Your response should be an exact reproduction of the data below, beginning at the line containing "<div><b>1</b><p>min</p></div>" and ending with the final line.

[Collected data entries]
▬▬▬▬▬▬▬▬▬▬

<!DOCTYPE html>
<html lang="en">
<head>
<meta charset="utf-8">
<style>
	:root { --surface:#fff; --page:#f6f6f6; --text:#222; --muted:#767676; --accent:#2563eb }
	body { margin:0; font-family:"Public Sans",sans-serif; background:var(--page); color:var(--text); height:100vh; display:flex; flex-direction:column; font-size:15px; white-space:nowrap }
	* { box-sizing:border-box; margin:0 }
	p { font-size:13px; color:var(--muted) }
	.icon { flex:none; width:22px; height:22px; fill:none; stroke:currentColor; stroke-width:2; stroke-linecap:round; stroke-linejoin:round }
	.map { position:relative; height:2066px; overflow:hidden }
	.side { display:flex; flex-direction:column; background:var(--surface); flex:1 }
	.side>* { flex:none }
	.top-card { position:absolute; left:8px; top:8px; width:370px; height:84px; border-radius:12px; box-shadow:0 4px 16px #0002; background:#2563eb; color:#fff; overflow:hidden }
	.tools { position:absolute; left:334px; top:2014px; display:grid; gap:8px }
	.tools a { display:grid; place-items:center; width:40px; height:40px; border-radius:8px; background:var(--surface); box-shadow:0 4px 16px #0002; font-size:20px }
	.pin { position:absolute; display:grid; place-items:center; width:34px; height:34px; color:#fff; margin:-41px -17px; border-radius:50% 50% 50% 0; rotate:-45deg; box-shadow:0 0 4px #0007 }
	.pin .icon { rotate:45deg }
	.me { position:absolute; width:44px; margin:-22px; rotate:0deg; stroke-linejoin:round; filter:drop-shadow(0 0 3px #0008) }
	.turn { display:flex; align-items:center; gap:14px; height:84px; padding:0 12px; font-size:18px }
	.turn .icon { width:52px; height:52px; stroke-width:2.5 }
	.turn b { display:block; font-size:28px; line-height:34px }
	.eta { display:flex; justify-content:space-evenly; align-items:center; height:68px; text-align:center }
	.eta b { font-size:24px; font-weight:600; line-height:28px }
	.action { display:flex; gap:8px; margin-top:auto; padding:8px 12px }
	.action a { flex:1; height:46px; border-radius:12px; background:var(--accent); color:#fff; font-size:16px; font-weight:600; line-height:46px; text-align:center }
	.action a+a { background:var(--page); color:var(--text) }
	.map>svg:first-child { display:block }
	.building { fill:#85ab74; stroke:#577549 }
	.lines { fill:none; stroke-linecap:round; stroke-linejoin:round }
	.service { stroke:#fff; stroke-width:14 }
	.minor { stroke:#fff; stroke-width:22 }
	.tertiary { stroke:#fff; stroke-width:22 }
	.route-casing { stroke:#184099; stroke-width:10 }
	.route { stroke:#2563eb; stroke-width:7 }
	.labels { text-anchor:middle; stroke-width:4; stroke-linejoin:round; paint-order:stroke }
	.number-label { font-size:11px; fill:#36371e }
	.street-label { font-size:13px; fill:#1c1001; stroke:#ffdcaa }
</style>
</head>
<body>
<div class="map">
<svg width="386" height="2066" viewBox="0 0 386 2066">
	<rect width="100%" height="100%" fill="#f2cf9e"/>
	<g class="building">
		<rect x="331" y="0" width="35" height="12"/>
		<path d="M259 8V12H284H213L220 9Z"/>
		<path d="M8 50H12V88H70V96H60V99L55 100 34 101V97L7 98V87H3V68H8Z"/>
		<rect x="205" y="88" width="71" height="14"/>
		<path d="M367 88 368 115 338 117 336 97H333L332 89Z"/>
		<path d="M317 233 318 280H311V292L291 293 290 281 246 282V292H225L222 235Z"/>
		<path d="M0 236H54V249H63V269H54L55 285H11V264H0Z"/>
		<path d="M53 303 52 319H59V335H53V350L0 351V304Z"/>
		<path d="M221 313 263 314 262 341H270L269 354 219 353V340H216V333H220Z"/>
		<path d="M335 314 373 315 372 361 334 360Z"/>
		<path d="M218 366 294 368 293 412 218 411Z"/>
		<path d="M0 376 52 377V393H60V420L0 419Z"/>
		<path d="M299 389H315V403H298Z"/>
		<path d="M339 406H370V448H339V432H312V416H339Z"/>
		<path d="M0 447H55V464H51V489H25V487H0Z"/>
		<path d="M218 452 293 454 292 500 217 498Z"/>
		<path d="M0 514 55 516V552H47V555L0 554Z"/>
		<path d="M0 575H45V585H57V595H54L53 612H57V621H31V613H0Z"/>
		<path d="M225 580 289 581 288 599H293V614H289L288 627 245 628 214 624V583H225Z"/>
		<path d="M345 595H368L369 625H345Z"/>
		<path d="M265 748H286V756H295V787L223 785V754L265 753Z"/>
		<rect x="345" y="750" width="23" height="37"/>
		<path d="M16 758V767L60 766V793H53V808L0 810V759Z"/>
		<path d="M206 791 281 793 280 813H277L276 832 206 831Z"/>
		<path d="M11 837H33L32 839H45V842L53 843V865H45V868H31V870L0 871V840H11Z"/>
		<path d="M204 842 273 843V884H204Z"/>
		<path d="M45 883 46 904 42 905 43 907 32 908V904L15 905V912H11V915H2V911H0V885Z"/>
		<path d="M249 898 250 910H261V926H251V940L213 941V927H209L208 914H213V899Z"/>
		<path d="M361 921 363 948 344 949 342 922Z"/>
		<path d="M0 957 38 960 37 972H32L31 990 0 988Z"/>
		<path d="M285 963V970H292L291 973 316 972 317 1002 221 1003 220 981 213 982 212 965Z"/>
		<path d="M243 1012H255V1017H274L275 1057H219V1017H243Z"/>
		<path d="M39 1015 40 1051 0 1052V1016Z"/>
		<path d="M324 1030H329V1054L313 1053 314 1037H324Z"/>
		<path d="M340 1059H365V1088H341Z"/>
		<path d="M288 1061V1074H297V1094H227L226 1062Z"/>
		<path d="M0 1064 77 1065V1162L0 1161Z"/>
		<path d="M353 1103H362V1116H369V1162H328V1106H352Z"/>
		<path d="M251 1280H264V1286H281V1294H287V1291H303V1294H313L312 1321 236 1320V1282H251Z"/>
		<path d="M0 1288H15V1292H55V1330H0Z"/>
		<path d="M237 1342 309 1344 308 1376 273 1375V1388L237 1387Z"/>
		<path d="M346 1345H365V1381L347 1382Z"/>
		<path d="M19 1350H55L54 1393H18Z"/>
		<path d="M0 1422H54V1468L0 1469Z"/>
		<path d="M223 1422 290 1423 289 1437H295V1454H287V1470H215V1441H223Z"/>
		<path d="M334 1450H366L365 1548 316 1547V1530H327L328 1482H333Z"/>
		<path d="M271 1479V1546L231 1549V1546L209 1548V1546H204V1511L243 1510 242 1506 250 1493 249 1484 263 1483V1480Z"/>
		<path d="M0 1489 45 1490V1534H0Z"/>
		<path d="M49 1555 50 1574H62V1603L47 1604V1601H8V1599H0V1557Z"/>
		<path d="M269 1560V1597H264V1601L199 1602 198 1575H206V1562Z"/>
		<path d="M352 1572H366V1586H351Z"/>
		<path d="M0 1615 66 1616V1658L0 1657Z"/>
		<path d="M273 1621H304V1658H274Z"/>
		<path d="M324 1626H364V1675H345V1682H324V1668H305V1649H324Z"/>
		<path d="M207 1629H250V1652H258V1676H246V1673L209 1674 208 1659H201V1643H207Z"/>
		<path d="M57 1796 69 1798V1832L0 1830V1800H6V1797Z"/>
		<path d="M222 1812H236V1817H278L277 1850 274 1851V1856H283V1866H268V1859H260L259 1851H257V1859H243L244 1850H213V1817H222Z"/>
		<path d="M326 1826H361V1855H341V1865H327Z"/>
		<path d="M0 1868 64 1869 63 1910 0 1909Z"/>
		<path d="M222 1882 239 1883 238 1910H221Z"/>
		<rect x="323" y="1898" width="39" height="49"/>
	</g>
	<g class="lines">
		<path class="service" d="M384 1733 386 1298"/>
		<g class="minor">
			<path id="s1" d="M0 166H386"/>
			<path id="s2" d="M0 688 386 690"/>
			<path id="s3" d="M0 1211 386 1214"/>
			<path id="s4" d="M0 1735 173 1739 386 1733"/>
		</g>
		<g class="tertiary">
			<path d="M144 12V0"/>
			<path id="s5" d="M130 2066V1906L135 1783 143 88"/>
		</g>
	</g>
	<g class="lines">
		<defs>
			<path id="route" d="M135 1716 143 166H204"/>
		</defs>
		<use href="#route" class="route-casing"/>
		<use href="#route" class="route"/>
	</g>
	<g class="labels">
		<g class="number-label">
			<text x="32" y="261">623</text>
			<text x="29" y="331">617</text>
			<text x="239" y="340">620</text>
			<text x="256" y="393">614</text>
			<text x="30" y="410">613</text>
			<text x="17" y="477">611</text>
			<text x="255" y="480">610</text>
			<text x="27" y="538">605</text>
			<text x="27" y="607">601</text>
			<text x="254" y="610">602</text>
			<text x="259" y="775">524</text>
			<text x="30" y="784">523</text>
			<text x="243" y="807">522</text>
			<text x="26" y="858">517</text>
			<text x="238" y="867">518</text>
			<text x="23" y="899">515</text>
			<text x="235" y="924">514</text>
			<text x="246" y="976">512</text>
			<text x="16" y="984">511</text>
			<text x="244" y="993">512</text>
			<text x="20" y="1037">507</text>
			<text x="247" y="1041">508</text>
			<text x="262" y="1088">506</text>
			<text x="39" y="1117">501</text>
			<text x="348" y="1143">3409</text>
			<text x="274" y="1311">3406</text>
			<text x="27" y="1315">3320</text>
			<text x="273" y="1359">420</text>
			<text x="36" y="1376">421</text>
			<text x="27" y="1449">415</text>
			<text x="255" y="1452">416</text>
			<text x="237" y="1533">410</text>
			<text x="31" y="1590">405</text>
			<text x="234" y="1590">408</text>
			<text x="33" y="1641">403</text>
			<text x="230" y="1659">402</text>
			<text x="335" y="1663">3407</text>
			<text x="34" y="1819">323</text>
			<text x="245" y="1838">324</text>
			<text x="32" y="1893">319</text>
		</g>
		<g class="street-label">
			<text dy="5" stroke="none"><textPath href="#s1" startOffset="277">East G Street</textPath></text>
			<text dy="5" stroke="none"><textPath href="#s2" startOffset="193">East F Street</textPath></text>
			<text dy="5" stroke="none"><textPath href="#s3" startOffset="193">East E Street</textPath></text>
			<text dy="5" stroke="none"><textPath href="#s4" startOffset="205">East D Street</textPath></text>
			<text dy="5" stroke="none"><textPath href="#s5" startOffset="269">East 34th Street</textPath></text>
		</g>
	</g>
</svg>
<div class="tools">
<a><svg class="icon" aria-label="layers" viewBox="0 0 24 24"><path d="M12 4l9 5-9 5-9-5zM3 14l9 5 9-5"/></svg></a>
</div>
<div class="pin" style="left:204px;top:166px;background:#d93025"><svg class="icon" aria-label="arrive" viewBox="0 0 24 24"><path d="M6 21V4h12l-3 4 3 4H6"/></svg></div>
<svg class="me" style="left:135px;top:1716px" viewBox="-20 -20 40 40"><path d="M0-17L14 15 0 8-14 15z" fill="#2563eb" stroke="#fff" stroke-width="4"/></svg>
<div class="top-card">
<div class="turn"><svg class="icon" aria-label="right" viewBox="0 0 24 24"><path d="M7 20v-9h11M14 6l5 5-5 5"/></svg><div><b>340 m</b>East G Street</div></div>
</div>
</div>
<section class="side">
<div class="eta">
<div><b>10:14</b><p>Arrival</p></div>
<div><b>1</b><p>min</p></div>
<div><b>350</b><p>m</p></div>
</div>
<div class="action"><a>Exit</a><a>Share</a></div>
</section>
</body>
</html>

▬▬▬▬▬▬▬▬▬▬

# [Your solution]
<div><b>1</b><p>min</p></div>
<div><b>350</b><p>m</p></div>
</div>
<div class="action"><a>Exit</a><a>Share</a></div>
</section>
</body>
</html>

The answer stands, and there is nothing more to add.